Pemerintahan
Rabu, 11 Januari 2017 - 01:08:15 | irfan-rully / Sorot Wonogiri

Tiga Proyek Jalan Tak Rampung, DPU Bakal Lelang Lebih Awal
Tiga Proyek Jalan Tak Rampung, DPU Bakal Lelang Lebih AwalTiga Proyek Jalan Tak Rampung, DPU Bakal Lelang Lebih AwalKabid Bina Marga DPU Wonogiri, Prihadi Ariyanto (Foto by Irfan Rully)

Wonogiri,(sorotwonogiri.com)--Kondisi jalan yang buruk masih menjadi permasalahan klasik di wilayah Wonogiri yang banyak dikeluhkan oleh warga masyarakat. Di banyak titik, kondisi jalan terbilang buruk jika tidak bisa disebut memprihatinkan.

Pada tahun 2016 lalu, dana miliaran rupiah sebenarnya sudah digelontorkan pemerintah untuk melakukan perbaikan jalan di seluruh penjuru Wonogiri.Pengerjaan proyek jalan sendiri menyimpan beberapa catatan di mana ada beberapa proyek yang masih bermasalah dan tidak selesai sesuai dengan waktu yang ditentukan.

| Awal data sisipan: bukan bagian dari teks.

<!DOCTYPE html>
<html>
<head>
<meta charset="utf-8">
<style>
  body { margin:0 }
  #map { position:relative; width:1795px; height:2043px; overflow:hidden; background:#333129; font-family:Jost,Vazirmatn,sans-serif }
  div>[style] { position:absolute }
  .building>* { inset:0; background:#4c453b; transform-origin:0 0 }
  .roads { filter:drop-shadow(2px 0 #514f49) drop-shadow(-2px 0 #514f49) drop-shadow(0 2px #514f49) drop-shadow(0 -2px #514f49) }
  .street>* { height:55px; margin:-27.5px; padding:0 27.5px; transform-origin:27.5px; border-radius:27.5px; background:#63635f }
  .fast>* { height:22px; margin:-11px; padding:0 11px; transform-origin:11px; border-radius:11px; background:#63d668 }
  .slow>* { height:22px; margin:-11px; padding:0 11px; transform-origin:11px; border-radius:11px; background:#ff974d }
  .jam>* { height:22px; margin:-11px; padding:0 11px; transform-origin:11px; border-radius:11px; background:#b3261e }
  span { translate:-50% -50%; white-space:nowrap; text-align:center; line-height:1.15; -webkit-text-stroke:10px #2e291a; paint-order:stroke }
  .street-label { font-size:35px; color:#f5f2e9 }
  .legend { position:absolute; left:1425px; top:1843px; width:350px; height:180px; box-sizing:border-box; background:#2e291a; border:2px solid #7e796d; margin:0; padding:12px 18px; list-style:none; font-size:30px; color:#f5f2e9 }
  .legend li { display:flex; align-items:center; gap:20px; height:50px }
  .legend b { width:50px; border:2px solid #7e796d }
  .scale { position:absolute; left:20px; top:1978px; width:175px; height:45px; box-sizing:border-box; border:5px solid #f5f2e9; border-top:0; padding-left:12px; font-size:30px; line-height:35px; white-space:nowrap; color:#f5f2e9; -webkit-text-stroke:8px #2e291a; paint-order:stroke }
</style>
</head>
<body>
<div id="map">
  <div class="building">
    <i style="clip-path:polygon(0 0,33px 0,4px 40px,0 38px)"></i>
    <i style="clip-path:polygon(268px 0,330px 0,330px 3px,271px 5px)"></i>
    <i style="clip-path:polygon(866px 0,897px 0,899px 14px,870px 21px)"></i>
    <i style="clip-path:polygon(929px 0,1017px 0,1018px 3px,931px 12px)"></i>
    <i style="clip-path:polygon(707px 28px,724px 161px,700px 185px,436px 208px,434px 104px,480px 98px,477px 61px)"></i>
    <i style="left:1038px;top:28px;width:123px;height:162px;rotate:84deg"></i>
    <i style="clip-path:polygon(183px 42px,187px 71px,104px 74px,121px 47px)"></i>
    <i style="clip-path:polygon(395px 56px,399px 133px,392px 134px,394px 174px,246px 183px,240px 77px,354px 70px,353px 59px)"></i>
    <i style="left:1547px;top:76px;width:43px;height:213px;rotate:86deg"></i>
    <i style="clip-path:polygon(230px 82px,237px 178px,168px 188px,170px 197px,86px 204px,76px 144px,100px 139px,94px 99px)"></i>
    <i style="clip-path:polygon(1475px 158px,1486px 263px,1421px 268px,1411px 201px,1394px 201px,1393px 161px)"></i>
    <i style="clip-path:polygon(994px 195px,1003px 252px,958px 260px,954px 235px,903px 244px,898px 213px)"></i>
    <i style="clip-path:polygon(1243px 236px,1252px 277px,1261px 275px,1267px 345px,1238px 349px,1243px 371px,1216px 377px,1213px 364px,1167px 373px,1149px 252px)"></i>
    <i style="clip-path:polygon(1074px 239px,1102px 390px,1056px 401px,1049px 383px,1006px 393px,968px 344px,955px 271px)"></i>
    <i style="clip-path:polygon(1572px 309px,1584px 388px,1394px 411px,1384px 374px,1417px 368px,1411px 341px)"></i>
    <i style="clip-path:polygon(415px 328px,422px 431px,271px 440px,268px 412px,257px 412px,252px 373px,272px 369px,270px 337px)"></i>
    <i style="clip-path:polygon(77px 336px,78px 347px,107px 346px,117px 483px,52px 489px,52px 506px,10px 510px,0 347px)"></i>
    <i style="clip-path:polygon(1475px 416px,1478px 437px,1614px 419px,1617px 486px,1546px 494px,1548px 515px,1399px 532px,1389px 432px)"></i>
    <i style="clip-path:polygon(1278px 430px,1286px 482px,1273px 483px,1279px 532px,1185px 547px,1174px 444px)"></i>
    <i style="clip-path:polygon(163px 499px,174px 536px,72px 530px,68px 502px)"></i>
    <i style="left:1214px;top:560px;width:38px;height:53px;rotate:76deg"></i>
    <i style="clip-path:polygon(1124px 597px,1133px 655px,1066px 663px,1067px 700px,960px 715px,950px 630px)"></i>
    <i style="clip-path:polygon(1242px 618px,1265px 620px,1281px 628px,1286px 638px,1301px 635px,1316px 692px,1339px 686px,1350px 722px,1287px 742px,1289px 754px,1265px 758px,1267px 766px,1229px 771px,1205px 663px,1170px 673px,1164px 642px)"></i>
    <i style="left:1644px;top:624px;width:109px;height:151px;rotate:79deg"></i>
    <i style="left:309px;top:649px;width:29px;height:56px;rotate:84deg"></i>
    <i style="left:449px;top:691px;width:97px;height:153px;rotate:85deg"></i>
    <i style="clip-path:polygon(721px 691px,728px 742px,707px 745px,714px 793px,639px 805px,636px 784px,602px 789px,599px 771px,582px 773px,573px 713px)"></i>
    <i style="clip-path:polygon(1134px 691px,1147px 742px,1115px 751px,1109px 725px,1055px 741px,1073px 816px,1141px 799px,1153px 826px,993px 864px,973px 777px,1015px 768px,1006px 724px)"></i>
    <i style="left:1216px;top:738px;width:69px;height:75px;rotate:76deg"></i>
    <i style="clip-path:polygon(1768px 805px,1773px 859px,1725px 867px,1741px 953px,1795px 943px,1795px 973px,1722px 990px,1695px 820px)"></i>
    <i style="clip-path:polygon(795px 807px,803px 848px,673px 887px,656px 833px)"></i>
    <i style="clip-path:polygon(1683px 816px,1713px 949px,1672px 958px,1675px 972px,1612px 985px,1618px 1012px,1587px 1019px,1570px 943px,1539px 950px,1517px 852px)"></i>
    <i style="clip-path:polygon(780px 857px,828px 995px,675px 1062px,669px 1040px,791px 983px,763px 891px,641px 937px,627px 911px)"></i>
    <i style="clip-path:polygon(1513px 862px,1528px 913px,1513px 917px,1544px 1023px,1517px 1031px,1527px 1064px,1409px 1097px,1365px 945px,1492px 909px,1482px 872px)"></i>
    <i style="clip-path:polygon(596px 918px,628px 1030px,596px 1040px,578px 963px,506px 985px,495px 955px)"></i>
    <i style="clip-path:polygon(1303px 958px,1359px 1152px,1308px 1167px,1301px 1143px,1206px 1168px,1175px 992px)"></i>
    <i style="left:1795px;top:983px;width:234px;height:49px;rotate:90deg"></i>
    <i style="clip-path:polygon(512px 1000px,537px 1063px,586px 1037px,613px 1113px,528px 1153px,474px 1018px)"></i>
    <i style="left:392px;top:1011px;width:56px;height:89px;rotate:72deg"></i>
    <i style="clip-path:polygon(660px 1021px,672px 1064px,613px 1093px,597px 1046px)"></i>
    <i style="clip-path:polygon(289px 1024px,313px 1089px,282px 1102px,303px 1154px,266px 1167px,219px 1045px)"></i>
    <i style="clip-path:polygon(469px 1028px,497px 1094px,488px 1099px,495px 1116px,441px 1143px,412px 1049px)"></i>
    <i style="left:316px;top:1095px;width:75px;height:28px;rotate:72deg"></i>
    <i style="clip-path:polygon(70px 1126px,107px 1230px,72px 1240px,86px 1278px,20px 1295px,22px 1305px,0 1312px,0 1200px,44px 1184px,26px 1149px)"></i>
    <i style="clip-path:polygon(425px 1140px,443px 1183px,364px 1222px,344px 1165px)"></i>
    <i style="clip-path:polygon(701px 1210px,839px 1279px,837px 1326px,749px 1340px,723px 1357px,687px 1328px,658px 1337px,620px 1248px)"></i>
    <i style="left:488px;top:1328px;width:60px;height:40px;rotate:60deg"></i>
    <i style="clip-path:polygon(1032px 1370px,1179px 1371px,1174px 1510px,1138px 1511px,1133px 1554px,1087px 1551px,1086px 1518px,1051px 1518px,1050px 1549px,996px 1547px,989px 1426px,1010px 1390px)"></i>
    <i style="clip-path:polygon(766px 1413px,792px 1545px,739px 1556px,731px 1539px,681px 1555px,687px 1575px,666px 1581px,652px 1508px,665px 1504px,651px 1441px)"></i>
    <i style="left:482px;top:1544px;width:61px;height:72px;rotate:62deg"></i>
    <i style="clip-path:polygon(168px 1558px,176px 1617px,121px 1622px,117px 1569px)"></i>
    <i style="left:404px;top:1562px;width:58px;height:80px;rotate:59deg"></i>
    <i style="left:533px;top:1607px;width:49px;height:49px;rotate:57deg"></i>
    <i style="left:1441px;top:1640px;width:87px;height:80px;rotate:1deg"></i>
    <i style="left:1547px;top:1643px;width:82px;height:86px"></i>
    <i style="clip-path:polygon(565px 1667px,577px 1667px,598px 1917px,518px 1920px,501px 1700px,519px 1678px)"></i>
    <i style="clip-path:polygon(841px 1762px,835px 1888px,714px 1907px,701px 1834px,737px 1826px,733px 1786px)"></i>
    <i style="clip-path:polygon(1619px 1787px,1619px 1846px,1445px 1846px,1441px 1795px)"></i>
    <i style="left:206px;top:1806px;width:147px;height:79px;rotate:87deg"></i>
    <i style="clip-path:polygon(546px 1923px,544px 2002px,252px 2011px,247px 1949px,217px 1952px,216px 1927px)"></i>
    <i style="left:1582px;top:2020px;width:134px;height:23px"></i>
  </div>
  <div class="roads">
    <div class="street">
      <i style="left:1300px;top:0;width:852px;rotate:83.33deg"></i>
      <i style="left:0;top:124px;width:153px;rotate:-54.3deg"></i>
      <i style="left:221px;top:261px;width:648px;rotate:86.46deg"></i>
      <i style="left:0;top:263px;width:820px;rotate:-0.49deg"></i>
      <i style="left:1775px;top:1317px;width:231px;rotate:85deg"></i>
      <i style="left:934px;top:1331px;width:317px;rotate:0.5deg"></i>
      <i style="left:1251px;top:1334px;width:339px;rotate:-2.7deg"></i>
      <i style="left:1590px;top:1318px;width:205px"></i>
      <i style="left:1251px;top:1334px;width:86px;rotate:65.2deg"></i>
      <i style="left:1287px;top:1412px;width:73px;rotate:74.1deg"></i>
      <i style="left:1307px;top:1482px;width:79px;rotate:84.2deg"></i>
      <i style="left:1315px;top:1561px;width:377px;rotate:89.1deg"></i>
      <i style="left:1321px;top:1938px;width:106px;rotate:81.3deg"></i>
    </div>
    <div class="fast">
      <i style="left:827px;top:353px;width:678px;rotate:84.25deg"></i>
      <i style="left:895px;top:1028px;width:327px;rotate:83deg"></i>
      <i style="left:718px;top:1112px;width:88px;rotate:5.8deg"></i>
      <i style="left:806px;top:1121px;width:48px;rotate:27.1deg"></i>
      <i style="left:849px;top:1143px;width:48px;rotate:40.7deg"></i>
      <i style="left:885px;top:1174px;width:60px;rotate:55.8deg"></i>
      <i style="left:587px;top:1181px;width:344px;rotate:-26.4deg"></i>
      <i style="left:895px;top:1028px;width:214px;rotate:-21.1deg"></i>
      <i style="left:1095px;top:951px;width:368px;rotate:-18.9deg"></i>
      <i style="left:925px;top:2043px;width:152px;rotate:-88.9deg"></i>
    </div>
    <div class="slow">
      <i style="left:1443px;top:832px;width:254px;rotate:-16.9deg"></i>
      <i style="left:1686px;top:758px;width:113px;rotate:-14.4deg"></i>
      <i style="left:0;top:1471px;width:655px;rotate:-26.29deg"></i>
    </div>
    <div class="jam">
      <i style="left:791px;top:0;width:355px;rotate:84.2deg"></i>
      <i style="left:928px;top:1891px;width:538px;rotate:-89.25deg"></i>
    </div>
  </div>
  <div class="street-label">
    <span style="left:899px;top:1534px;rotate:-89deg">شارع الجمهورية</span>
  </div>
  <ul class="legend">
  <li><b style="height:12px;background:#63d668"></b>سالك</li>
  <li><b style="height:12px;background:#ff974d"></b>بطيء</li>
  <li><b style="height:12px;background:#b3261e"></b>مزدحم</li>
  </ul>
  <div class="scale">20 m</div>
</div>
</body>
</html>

Kepala Bidang Bina Marga DPU Kabupaten Wonogiri, Prihadi Ariyanto mengatakan memang ada beberapa ruas jalan yang mengalami keterlambatan dalam penyelesaian proyek. Tiga proyek tersebut adalah ruas jalan di Kecamatan Kismantoro, Kecamatan Slogohimo, dan Kecamatan Pracimantoro.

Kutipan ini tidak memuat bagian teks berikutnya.